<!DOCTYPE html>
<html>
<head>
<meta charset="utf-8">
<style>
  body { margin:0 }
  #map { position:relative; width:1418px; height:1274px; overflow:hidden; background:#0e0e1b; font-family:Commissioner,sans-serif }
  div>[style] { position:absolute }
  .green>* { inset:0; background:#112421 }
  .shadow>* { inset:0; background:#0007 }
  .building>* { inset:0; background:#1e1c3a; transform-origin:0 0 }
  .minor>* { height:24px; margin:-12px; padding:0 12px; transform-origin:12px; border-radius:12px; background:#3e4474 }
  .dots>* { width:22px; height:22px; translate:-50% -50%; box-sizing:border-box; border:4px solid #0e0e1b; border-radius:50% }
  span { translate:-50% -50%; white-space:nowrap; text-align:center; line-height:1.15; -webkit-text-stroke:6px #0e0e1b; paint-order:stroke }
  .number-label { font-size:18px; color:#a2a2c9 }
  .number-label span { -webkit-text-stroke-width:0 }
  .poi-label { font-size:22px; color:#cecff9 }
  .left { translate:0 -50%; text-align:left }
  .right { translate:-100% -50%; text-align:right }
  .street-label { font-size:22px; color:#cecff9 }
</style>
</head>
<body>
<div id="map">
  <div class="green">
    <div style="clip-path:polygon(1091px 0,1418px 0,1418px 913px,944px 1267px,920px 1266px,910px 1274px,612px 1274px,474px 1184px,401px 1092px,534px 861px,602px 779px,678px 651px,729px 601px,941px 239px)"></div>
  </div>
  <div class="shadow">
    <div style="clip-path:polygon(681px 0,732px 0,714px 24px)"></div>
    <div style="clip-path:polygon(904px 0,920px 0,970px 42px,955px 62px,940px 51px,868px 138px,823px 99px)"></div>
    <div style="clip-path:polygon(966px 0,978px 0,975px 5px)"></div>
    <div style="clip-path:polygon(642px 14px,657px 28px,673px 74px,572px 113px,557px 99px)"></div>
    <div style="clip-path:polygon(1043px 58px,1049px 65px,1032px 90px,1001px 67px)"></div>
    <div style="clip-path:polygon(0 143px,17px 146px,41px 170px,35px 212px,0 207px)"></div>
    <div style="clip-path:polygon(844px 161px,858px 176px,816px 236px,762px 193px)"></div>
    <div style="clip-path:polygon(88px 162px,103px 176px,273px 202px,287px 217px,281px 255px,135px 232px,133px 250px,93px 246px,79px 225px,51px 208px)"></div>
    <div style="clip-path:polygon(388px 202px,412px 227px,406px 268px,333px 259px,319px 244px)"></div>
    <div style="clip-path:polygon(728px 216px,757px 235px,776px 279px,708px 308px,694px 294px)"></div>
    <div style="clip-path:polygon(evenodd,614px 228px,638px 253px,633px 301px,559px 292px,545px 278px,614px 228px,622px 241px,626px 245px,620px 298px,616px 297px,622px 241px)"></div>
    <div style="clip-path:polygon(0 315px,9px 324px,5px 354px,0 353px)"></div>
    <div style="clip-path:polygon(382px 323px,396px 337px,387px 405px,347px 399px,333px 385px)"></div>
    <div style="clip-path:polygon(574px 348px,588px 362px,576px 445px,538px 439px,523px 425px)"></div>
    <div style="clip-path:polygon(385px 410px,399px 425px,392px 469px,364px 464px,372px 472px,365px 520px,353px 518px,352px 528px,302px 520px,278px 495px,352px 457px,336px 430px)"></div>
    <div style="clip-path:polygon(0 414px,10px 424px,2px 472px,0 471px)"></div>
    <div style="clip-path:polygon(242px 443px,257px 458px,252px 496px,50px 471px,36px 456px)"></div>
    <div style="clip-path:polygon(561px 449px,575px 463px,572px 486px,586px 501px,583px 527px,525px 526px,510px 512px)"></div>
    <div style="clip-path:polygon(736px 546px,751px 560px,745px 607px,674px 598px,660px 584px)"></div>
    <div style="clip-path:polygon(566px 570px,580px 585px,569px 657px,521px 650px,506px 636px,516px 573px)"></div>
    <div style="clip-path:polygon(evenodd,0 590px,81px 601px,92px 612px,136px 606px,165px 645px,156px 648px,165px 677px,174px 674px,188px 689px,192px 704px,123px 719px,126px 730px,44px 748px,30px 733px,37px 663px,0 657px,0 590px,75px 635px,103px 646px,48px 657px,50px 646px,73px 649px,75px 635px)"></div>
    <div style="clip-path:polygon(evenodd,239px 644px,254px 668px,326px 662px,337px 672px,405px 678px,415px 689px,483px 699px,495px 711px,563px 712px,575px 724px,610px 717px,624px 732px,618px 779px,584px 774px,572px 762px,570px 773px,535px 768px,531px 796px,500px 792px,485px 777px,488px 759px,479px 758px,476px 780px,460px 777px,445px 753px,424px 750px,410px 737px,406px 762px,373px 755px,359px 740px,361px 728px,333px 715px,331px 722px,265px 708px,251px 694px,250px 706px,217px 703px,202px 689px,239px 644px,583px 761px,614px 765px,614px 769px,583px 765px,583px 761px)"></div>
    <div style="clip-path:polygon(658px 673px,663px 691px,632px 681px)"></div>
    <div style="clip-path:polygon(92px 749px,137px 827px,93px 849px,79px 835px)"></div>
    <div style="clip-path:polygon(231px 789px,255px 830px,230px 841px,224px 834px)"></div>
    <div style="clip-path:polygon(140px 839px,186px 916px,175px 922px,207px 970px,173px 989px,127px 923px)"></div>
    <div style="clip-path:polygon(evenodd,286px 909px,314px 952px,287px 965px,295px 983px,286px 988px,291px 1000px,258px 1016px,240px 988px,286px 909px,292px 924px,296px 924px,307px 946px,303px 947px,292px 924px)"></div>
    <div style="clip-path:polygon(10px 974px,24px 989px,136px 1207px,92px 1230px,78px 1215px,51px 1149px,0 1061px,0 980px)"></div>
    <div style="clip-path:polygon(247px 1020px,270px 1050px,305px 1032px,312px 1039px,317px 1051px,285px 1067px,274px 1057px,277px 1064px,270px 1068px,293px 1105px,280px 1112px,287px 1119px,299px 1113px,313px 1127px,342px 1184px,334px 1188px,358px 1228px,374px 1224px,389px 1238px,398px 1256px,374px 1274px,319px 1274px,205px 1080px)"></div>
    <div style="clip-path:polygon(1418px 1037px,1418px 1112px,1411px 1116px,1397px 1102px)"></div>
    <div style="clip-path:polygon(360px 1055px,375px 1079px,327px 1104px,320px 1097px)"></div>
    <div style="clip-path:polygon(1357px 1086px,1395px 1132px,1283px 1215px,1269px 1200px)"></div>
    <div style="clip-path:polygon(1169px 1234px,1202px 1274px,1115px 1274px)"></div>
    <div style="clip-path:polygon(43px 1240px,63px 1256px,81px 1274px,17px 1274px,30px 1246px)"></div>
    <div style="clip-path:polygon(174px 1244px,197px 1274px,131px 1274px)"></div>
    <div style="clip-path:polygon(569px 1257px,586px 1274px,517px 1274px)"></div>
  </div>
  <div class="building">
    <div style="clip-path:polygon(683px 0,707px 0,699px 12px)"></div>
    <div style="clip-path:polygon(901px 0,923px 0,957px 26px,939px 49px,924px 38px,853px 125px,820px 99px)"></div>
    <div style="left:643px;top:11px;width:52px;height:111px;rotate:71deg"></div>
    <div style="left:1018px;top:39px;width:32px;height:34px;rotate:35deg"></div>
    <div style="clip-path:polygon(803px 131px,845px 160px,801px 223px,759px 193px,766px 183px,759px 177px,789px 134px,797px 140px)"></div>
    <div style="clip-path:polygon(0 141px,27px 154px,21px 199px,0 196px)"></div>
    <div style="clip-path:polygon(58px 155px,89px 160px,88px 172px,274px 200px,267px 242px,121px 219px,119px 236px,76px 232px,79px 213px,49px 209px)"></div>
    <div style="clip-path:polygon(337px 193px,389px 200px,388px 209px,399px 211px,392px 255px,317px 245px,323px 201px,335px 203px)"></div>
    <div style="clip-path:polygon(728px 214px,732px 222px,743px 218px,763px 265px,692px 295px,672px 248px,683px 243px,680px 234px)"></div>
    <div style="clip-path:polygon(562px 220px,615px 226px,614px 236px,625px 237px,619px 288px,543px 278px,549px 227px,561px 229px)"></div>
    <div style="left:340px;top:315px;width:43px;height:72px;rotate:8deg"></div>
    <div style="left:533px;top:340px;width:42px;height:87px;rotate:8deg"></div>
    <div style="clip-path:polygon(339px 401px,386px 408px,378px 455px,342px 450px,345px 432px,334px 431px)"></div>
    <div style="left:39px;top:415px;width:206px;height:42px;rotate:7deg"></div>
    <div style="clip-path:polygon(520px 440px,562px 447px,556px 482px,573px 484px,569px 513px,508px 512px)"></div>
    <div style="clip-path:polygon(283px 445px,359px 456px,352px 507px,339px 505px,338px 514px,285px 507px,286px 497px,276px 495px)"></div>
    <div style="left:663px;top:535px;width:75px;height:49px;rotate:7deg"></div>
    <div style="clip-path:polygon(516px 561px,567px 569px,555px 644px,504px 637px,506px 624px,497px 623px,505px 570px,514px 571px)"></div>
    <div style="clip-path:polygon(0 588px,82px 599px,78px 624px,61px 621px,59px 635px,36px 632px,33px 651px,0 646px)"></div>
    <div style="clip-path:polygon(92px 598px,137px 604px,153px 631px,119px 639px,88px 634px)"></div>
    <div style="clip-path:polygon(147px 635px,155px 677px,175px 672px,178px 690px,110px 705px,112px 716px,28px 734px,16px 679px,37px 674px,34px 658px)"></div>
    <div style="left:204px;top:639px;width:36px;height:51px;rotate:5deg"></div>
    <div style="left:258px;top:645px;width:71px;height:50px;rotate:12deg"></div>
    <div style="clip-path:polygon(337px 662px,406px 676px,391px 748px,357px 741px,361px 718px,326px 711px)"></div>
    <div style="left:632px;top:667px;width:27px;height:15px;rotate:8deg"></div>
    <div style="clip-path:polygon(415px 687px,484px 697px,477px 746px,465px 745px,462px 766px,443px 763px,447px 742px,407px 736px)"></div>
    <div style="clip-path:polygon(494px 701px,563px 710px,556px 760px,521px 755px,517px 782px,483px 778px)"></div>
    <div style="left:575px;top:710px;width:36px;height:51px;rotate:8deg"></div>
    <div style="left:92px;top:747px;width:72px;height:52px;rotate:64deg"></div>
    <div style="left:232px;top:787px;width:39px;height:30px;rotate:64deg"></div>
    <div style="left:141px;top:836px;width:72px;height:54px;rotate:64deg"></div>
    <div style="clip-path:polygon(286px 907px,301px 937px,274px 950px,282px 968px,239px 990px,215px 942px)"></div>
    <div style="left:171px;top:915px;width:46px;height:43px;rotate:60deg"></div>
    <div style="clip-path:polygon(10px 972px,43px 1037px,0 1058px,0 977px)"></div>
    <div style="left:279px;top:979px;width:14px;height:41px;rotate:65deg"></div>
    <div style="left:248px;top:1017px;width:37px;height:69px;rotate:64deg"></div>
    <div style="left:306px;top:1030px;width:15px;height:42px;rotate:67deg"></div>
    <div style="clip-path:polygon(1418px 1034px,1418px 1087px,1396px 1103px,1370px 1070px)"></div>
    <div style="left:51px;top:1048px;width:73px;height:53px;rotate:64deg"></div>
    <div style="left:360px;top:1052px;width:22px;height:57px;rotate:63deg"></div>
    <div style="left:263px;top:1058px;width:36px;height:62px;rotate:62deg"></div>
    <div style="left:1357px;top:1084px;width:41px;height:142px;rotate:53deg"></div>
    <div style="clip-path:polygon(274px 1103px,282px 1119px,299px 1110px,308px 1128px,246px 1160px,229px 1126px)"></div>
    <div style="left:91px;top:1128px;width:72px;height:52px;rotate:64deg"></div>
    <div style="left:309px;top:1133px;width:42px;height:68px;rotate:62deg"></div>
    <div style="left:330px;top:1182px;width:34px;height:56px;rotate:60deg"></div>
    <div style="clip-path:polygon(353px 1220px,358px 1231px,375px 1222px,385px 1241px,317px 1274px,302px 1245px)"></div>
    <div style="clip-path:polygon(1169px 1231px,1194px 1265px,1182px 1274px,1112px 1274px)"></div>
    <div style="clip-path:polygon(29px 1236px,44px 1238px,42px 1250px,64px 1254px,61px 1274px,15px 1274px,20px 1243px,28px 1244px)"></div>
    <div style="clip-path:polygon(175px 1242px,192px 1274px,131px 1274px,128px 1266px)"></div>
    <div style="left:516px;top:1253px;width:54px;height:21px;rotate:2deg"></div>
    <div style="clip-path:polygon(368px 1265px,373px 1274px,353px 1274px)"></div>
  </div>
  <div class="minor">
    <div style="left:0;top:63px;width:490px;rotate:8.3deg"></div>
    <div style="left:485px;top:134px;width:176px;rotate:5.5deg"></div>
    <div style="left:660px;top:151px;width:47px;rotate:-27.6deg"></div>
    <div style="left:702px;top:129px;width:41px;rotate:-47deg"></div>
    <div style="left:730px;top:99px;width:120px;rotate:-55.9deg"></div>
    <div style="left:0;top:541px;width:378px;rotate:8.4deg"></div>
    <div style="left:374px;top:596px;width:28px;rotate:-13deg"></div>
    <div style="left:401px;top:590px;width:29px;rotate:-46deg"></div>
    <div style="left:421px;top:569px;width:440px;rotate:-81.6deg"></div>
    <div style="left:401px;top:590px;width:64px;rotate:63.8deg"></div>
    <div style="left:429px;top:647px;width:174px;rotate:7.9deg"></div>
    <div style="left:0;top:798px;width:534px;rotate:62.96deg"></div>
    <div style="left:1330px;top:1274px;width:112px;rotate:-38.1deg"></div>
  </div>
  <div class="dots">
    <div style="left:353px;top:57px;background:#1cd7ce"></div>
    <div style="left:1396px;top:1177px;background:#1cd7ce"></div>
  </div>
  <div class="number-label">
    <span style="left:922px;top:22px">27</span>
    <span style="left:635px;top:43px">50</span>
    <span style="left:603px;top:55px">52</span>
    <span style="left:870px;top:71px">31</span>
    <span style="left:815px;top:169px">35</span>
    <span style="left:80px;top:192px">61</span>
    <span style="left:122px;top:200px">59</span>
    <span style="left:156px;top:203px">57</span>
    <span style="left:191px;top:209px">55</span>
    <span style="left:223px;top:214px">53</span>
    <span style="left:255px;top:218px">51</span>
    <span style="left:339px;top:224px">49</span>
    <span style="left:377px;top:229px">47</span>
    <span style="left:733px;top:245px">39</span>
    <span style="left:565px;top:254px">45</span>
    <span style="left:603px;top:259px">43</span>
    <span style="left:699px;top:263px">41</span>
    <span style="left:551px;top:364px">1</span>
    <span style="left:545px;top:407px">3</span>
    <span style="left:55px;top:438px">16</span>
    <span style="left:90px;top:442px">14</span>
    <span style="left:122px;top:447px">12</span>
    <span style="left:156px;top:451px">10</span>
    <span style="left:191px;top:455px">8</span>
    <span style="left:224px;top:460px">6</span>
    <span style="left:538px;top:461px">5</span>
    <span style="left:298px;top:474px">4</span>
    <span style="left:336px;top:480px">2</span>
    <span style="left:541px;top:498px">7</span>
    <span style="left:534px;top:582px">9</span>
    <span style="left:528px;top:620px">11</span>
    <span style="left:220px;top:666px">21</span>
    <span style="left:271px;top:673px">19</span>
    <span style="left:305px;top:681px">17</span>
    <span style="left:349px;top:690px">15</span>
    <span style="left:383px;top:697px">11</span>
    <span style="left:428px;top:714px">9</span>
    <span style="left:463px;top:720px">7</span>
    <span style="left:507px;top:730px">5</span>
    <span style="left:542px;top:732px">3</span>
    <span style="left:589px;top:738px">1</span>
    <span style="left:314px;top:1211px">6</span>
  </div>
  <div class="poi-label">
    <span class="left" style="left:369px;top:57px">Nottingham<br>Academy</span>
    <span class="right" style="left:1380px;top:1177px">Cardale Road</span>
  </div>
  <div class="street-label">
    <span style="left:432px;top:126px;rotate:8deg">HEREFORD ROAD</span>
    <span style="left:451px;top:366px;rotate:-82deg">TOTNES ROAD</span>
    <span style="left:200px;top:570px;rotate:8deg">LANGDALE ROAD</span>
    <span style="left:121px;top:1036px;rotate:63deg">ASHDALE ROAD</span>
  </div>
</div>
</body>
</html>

^^^^^^^^

Take the lines from the first line of the listing up to and including the line with "position:relative; width:1418px; height:1274px;" and give them again exactly.

> _WRITTEN REPLY_:
<!DOCTYPE html>
<html>
<head>
<meta charset="utf-8">
<style>
  body { margin:0 }
  #map { position:relative; width:1418px; height:1274px; overflow:hidden; background:#0e0e1b; font-family:Commissioner,sans-serif }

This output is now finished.